━━━ Source information ━━━

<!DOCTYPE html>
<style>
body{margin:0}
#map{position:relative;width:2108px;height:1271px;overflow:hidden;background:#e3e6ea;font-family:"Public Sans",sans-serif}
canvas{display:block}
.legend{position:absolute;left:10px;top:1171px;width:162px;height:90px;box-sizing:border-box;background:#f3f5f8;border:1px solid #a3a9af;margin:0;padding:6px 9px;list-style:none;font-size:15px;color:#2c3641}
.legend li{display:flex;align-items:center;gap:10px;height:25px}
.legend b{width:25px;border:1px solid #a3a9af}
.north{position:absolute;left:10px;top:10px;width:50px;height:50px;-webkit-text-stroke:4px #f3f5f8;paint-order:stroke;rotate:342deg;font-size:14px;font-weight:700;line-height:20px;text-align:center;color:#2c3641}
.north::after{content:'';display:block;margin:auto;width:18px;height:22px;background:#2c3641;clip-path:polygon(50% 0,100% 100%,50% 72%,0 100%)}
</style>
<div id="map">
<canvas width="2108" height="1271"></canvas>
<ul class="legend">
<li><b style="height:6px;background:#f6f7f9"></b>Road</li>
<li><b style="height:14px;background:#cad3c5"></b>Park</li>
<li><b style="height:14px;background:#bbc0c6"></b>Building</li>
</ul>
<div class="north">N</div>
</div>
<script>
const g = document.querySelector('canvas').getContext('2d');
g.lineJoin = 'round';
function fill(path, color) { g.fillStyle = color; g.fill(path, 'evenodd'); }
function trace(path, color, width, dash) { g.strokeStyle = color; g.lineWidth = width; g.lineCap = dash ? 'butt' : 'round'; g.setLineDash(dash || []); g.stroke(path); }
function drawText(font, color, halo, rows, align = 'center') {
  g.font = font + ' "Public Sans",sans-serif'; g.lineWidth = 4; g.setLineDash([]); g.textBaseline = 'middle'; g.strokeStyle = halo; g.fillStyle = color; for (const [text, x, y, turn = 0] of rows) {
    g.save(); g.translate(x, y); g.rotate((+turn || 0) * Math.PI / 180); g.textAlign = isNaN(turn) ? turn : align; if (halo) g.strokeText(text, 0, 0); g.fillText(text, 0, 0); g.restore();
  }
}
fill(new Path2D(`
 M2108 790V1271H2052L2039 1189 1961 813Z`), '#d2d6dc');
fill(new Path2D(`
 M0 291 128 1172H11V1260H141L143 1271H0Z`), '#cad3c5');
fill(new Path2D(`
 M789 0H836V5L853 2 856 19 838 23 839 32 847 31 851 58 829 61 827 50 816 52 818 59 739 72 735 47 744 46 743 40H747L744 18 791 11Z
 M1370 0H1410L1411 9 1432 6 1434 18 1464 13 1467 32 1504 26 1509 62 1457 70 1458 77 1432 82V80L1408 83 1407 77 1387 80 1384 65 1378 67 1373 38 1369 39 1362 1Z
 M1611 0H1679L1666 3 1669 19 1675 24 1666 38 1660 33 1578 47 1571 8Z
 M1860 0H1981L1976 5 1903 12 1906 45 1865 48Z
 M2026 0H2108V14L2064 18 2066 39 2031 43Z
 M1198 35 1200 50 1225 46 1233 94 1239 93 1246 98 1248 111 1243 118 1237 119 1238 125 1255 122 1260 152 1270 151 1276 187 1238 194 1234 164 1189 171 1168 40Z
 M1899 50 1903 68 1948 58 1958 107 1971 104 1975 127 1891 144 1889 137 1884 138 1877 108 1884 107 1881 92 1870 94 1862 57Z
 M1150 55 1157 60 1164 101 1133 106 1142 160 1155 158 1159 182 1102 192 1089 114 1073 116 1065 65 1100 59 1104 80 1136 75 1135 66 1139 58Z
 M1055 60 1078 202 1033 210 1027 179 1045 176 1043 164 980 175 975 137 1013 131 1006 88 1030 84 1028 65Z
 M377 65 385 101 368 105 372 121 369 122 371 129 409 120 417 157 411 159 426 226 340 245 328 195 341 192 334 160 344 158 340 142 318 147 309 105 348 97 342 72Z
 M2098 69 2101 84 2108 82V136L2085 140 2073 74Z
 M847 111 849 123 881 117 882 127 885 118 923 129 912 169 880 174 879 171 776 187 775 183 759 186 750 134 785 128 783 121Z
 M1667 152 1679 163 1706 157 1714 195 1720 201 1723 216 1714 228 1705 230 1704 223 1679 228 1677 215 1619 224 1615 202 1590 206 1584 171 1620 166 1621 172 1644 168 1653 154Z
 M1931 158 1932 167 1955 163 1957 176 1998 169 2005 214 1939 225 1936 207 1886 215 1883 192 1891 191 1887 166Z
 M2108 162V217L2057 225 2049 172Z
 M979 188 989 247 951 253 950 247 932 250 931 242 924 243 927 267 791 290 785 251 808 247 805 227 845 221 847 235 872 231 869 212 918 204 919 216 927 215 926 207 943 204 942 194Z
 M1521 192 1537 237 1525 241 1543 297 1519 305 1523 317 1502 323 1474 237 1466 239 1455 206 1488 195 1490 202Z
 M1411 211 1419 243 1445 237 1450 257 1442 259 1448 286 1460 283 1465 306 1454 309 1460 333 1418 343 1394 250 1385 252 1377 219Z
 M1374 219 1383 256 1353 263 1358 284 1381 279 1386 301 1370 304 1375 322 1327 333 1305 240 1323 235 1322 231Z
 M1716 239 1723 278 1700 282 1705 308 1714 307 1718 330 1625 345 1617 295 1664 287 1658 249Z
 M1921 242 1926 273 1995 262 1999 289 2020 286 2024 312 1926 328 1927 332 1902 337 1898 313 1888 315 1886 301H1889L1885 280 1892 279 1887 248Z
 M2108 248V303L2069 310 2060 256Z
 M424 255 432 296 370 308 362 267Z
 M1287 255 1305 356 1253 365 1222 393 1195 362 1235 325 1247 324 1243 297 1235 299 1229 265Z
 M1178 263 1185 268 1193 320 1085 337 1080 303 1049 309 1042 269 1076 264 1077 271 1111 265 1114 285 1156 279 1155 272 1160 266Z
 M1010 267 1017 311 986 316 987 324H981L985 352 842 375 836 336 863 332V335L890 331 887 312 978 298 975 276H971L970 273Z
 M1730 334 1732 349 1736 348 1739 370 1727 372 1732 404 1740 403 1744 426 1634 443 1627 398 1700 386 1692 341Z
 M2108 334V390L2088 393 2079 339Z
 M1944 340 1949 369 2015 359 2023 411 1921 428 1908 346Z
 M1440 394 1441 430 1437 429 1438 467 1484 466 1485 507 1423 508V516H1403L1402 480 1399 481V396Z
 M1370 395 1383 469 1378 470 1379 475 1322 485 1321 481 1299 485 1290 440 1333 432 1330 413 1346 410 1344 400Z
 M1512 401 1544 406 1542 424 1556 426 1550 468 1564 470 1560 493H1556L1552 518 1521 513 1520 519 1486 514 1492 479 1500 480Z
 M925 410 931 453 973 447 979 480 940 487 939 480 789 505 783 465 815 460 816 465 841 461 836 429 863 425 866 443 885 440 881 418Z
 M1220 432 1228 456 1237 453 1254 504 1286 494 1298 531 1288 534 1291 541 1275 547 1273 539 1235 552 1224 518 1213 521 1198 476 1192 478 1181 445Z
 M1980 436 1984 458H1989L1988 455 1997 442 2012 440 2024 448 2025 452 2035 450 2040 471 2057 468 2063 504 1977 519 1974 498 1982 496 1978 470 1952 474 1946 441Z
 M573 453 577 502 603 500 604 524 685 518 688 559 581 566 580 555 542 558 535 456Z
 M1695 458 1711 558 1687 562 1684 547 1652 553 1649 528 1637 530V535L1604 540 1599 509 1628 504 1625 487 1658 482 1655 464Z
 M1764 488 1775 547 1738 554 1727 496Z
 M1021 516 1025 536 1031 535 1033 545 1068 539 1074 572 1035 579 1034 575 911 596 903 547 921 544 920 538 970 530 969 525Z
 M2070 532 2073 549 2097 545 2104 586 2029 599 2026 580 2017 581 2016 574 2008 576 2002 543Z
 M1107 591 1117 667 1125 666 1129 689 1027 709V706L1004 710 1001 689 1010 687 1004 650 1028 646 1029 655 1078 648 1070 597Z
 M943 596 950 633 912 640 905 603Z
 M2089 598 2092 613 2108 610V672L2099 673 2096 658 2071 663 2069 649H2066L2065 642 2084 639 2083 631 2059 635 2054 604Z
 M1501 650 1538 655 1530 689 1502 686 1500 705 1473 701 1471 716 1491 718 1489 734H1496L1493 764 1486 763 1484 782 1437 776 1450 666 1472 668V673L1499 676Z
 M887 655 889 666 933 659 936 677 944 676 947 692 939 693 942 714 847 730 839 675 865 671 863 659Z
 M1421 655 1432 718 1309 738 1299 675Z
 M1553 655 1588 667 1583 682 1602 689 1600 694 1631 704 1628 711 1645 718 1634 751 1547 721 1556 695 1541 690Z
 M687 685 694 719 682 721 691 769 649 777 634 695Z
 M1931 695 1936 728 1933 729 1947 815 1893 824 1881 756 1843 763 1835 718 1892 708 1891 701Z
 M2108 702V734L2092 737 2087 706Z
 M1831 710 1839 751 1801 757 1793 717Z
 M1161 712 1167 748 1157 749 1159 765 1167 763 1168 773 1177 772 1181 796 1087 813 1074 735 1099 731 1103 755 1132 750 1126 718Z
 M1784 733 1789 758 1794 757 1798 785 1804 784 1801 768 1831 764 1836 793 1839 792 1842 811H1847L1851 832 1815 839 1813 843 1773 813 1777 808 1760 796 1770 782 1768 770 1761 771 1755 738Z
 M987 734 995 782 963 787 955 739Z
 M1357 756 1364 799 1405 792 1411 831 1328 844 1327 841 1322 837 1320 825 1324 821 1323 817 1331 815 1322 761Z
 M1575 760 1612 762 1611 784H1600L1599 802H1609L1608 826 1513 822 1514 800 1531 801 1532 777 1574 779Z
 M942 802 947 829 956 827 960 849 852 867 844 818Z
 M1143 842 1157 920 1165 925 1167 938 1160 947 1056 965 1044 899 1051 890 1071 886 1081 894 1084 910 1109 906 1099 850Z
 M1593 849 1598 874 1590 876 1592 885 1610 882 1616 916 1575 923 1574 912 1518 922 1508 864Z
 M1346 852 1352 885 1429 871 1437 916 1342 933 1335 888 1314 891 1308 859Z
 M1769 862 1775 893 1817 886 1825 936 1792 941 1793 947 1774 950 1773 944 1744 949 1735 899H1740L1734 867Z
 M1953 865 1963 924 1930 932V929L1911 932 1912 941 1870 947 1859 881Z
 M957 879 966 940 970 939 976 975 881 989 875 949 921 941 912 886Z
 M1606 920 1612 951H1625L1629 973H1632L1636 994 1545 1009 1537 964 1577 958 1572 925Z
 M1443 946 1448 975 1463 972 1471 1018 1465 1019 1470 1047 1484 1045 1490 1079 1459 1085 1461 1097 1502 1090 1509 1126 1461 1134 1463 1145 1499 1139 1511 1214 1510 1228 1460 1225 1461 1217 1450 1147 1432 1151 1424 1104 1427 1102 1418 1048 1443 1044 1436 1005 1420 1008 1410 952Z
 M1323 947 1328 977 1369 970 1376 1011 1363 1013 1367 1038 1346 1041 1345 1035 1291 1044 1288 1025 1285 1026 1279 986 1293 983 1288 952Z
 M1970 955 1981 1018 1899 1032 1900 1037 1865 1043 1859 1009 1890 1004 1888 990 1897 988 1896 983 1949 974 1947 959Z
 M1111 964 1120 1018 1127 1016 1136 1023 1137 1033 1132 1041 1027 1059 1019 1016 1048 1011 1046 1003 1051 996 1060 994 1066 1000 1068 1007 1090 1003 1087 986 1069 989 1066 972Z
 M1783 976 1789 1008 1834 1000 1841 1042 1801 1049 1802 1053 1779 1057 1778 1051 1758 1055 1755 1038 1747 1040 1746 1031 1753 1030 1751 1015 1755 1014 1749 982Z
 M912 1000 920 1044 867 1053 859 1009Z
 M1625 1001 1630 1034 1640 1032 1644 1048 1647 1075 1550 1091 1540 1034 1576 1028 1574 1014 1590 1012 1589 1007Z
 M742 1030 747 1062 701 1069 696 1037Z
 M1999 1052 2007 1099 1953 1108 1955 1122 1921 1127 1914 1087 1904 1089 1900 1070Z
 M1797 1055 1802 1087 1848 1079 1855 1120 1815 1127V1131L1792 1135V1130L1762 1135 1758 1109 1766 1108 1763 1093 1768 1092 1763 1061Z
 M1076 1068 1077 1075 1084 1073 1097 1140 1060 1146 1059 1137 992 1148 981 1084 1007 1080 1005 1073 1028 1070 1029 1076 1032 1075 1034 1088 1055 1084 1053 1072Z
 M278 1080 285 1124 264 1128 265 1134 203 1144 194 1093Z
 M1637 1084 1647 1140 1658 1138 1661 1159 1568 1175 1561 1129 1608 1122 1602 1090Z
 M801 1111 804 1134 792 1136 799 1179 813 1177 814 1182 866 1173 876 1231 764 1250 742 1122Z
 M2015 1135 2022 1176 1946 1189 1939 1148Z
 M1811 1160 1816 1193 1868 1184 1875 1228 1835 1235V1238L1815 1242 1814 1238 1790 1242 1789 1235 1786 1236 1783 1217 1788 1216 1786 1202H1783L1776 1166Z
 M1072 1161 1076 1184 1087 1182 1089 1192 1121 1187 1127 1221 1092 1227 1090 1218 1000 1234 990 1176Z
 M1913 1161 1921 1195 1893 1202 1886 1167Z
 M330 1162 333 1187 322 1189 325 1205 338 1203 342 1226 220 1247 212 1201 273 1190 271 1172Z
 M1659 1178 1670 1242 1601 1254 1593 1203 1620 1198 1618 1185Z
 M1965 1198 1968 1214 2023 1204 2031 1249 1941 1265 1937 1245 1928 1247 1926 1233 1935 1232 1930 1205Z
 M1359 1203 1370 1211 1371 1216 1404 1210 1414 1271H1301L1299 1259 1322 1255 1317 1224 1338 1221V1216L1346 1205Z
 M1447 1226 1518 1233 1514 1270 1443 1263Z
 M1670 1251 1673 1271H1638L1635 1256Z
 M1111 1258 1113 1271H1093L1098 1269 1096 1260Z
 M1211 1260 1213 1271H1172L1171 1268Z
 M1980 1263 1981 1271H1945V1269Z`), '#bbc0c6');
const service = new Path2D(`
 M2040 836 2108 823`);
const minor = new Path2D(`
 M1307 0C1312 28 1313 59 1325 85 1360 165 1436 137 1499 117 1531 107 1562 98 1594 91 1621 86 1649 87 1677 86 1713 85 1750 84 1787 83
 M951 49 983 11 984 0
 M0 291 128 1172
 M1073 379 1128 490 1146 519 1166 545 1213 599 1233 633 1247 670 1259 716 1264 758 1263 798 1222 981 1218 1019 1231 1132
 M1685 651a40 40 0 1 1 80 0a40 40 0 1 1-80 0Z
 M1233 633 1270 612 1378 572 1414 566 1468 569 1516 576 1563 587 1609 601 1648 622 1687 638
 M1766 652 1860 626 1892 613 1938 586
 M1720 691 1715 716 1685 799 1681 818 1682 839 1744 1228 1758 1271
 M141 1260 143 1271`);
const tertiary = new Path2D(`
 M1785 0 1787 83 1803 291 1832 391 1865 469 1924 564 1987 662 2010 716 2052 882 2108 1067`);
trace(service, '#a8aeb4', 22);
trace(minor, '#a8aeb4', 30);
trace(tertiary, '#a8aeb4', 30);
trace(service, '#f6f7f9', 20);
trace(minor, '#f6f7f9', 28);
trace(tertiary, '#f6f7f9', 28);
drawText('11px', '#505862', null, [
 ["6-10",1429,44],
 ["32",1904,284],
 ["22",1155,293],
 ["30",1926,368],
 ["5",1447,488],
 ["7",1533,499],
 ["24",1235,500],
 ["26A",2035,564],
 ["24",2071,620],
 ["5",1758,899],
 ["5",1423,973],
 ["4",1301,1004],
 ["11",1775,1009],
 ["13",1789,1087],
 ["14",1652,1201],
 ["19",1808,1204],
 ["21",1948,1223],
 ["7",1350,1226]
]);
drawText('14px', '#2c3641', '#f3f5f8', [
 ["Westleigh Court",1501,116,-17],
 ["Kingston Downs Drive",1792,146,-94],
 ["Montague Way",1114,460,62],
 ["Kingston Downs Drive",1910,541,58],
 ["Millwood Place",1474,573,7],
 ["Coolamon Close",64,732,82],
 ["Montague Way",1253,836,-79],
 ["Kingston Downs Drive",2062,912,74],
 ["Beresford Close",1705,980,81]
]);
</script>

━━━

» Task instructions
All lines with the string "rows" must be copied from the data.

» Output
function drawText(font, color, halo, rows, align = 'center') {
  g.font = font + ' "Public Sans",sans-serif'; g.lineWidth = 4; g.setLineDash([]); g.textBaseline = 'middle'; g.strokeStyle = halo; g.fillStyle = color; for (const [text, x, y, turn = 0] of rows) {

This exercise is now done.